═══ Given data

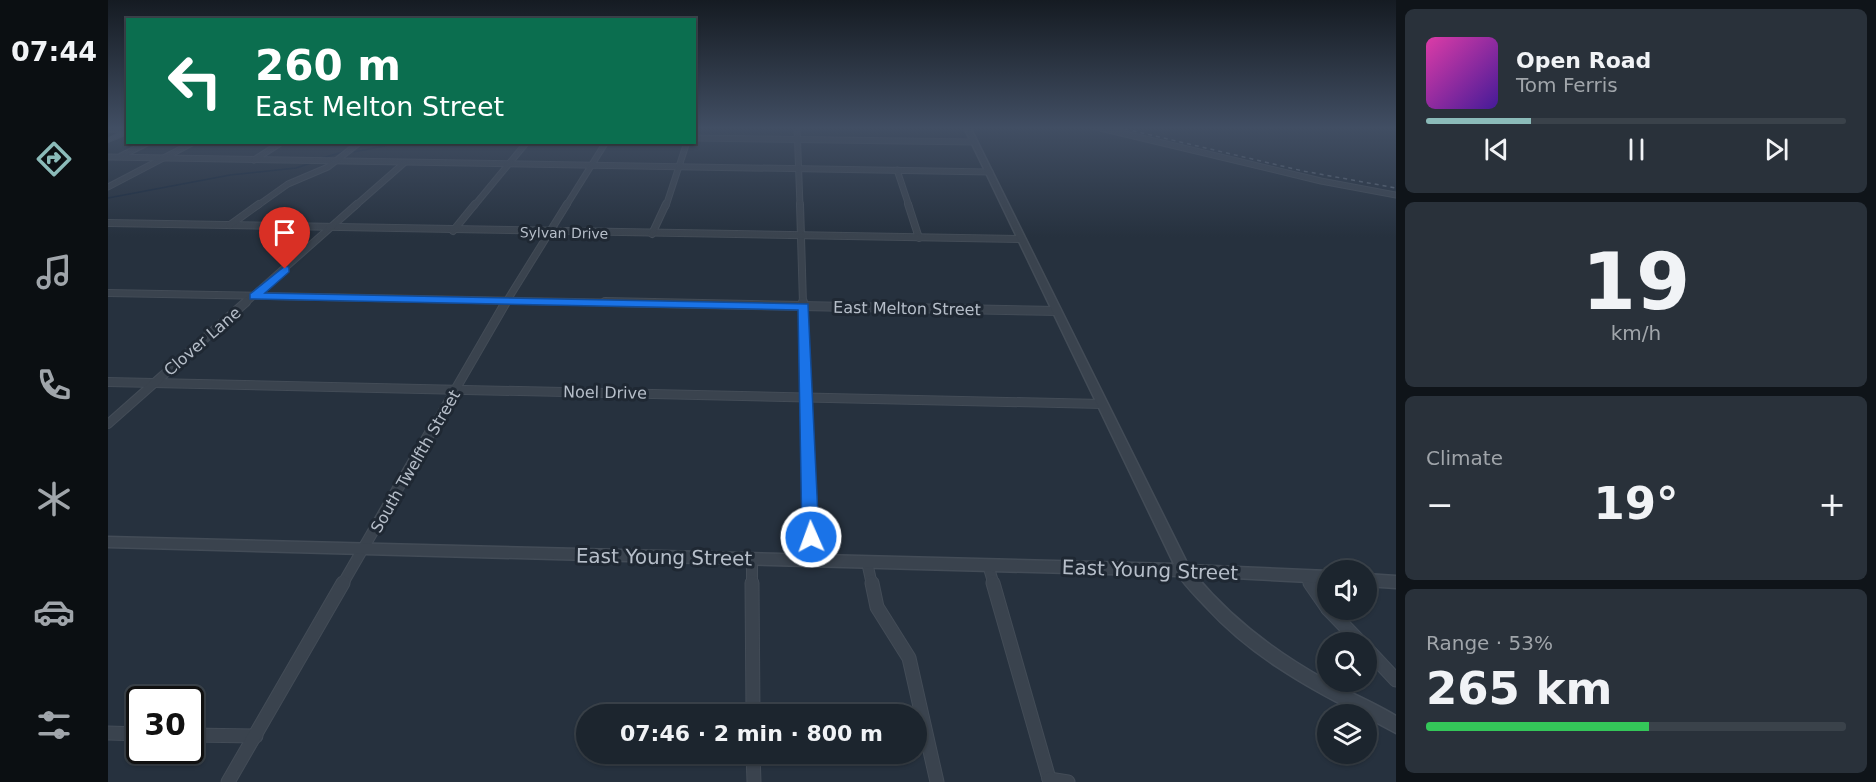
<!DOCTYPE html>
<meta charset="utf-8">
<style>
body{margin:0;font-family:"DejaVu Sans",sans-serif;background:#29313a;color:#f1f3f6;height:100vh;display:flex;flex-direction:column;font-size:22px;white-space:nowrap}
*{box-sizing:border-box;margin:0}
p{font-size:20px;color:#a0a5aa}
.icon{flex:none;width:33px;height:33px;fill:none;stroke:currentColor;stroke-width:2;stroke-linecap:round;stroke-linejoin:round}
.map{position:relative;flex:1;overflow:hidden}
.side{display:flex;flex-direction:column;gap:9px;padding:9px;background:#0f1419;width:480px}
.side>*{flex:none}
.hud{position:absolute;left:18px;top:18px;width:570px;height:126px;border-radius:0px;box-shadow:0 2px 4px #0004,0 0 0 2px #3a424a;background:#0b6e4f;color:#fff;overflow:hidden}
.fabs{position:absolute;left:1209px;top:560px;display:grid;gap:12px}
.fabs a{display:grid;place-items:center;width:60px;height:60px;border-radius:50%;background:#1c252e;box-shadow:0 2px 4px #0004,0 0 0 2px #3a424a;font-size:30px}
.speed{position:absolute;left:18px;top:686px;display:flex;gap:12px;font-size:30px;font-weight:700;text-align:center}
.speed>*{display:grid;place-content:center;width:78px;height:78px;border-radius:50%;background:#1c252e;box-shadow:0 2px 4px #0004,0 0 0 2px #3a424a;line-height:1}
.speed .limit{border:3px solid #111;border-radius:9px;background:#fff;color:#111}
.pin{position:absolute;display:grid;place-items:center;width:51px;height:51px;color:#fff;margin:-62px -26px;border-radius:50% 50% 50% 0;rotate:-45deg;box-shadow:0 0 6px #0007}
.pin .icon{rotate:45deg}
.me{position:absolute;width:66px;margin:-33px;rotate:358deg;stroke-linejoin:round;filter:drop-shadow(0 0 4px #0008)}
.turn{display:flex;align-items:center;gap:21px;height:126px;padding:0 30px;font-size:27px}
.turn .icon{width:78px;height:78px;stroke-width:2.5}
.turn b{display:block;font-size:42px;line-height:51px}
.big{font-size:45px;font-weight:800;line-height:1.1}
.side .card{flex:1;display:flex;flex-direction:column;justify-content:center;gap:9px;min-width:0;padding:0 21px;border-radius:9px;background:#29313a}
.side .dial{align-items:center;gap:0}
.dial b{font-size:78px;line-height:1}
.song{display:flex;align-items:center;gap:18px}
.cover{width:72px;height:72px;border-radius:9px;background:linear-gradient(135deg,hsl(320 70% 55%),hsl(260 70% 35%))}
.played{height:6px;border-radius:3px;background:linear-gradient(90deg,#8bbbb9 25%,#3a424a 25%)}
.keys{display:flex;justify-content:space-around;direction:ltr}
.heat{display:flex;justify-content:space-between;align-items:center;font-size:33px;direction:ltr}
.charge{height:9px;border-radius:4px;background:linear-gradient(90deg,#34c759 53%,#3a424a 0)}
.trip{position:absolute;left:468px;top:704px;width:351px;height:60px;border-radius:30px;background:#1c252e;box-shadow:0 2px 4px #0004,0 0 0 2px #3a424a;font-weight:800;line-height:60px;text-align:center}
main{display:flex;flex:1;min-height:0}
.tab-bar{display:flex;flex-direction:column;width:108px;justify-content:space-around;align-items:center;background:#0b0f12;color:#a0a5aa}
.tab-bar .icon{width:42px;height:42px}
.tab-bar .active{color:#8bbbb9}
.tab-bar b{font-size:27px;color:#f1f3f6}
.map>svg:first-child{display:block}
</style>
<main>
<nav class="tab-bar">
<b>07:44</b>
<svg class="icon active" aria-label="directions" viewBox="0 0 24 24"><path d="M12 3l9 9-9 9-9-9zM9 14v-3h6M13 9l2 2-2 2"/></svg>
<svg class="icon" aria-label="music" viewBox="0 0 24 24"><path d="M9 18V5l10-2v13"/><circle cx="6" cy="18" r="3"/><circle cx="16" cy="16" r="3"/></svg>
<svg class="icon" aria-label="phone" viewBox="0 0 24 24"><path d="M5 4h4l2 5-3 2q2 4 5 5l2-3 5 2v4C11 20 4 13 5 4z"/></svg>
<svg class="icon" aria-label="climate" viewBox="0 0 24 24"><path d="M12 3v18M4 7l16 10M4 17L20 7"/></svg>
<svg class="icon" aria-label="car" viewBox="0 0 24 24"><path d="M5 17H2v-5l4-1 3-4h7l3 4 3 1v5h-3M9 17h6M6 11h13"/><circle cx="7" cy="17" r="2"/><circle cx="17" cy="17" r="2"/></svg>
<svg class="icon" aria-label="filters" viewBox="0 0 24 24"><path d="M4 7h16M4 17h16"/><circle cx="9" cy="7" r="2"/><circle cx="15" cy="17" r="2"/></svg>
</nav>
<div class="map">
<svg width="1288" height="782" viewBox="0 0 1288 782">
<rect width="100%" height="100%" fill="#26313e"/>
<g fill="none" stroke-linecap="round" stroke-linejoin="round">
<g stroke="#19293c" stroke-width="1.5">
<polyline points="246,152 296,142"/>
<polyline points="211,159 235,152"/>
<polyline points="0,198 122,175 188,168 203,163"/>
</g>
<defs>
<g id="minor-far4">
<polyline points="689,127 692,206"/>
<polyline points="988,127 1213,181 1288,195"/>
<polyline points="0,129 20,130"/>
<polyline points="586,138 867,142"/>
<polyline points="13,156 41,142"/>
<polyline points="0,157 882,172"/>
<polyline points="146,160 174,142"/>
<polyline points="789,170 801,206"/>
<polyline points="0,187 86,142"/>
<polyline points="149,206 180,184 220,167 252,142"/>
<polyline points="247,206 296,163"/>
<polyline points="366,206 419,142"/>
<polyline points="458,206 498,142"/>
<polyline points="558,206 579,142"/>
</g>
<g id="minor-far3">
<polyline points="692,204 695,304"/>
<polyline points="800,204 811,238"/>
<polyline points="0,223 913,239"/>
<polyline points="122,225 151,204"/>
<polyline points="345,231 367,204"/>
<polyline points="544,234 558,204"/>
<polyline points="0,293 576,304"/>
<polyline points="136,304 249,204"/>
<polyline points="397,304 459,204"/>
</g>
<g id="minor-far2">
<polyline points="497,302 949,311"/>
<polyline points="695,302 699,428"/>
<polyline points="0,382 994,404"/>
<polyline points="0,424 138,302"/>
<polyline points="325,428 398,302"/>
</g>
<g id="minor-far1">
<polyline points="699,426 704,560"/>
<polyline points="644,559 644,585"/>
<polyline points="759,562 764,585"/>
<polyline points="880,565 886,585"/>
<polyline points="1197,576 1203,585"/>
<polyline points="234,585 326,426"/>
</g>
<g id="minor">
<polyline points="644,583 645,714"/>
<polyline points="764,583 769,607 801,658 829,782"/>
<polyline points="885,583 942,782"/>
<polyline points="1202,583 1220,609"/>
<polyline points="1220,609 1252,642"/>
<polyline points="1258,648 1288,680"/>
<polyline points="0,733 32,734"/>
<polyline points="82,735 148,736"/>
<polyline points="645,753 646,782"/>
<polyline points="941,779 960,782"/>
<polyline points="120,782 235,583"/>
</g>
<g id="tertiary">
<path d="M856 127H862L1080 565 1220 571V583L1088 576C1124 619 1169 653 1218 680 1240 692 1265 702 1288 716V733L1258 717V714H1252C1196 686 1141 654 1098 607 1089 597 1078 587 1071 576L0 547V537L1066 564Z"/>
<polygon points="1258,574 1288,576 1288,588 1258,586"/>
</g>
<polygon id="secondary" points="20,129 20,134 0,142 0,138"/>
</defs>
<use href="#minor-far4" stroke="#434c57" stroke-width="7"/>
<use href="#minor-far3" stroke="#434c57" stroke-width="8"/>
<use href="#minor-far2" stroke="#434c57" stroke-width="10"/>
<use href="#minor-far1" stroke="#434c57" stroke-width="12"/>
<use href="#minor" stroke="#434c57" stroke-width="15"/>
<use href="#tertiary" stroke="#434c57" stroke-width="3"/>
<use href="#secondary" stroke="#434c57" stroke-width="2"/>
<use href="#minor-far4" stroke="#3a434e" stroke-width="5"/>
<use href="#minor-far3" stroke="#3a434e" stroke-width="6"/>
<use href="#minor-far2" stroke="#3a434e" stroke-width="8"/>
<use href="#minor-far1" stroke="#3a434e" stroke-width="10"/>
<use href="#minor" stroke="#3a434e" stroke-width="13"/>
<use href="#tertiary" fill="#3a434e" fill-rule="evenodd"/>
<use href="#secondary" fill="#485261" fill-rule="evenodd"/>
<polyline stroke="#5c6775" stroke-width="1.5" stroke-dasharray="4 4" stroke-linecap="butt" points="1009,127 1195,171 1288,188"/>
</g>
<linearGradient id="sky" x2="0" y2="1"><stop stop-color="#151b22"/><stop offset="0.54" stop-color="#414e63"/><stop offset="1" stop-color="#414e63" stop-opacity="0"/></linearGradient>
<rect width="1288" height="237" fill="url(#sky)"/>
<polygon fill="#1a73e8" stroke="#114b97" stroke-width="1.5" points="177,266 181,267 181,272 157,293 700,304 711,537 709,542 697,542 694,537 690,310 142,299 142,294"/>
<g text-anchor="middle" stroke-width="6" stroke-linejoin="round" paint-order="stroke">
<g font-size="14" fill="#b6bec9" stroke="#1f2833">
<text transform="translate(456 233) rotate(1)" y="5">Sylvan Drive</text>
</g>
<g font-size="16" fill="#b6bec9" stroke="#1f2833">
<text transform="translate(799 308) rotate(1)" y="6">East Melton Street</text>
<text transform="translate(94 341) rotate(-41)" y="6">Clover Lane</text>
<text transform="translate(497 392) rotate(1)" y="6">Noel Drive</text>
<text transform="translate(307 461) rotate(-60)" y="6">South Twelfth Street</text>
</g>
<g font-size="20" fill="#b6bec9" stroke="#1f2833">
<text transform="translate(556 557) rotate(1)" y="7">East Young Street</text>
<text transform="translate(1042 570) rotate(2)" y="7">East Young Street</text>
</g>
</g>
</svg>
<div class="fabs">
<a><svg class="icon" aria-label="sound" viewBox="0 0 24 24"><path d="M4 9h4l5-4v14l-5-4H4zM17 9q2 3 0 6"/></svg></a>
<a><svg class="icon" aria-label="search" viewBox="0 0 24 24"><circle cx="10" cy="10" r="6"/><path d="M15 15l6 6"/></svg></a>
<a><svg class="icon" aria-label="layers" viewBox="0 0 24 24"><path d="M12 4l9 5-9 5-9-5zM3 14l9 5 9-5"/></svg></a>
</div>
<div class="speed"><div class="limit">30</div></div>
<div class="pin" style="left:177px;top:269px;background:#d93025"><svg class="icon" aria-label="arrive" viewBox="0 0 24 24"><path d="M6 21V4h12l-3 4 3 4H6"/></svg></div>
<svg class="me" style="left:703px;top:537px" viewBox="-20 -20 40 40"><circle r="17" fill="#1a73e8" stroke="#fff" stroke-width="3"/><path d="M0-11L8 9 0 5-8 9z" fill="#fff"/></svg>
<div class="trip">07:46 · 2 min · 800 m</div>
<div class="hud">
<div class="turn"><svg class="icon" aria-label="left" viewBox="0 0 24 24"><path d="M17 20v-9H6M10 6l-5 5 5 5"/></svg><div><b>260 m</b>East Melton Street</div></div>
</div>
</div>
<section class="side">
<div class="card">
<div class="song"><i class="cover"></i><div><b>Open Road</b><p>Tom Ferris</p></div></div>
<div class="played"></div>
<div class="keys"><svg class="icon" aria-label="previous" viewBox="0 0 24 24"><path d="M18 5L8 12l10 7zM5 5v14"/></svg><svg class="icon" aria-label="pause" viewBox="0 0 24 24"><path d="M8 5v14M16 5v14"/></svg><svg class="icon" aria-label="next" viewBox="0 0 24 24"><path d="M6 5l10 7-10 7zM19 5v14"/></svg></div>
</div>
<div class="card dial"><b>19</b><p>km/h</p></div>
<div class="card"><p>Climate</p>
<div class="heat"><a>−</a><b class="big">19°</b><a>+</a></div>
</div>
<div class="card"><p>Range · 53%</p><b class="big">265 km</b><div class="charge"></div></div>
</section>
</main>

══════

• Activity: Could you copy every line from the records that has "fabs" in it?

• Answer section:
.fabs{position:absolute;left:1209px;top:560px;display:grid;gap:12px}
.fabs a{display:grid;place-items:center;width:60px;height:60px;border-radius:50%;background:#1c252e;box-shadow:0 2px 4px #0004,0 0 0 2px #3a424a;font-size:30px}
<div class="fabs">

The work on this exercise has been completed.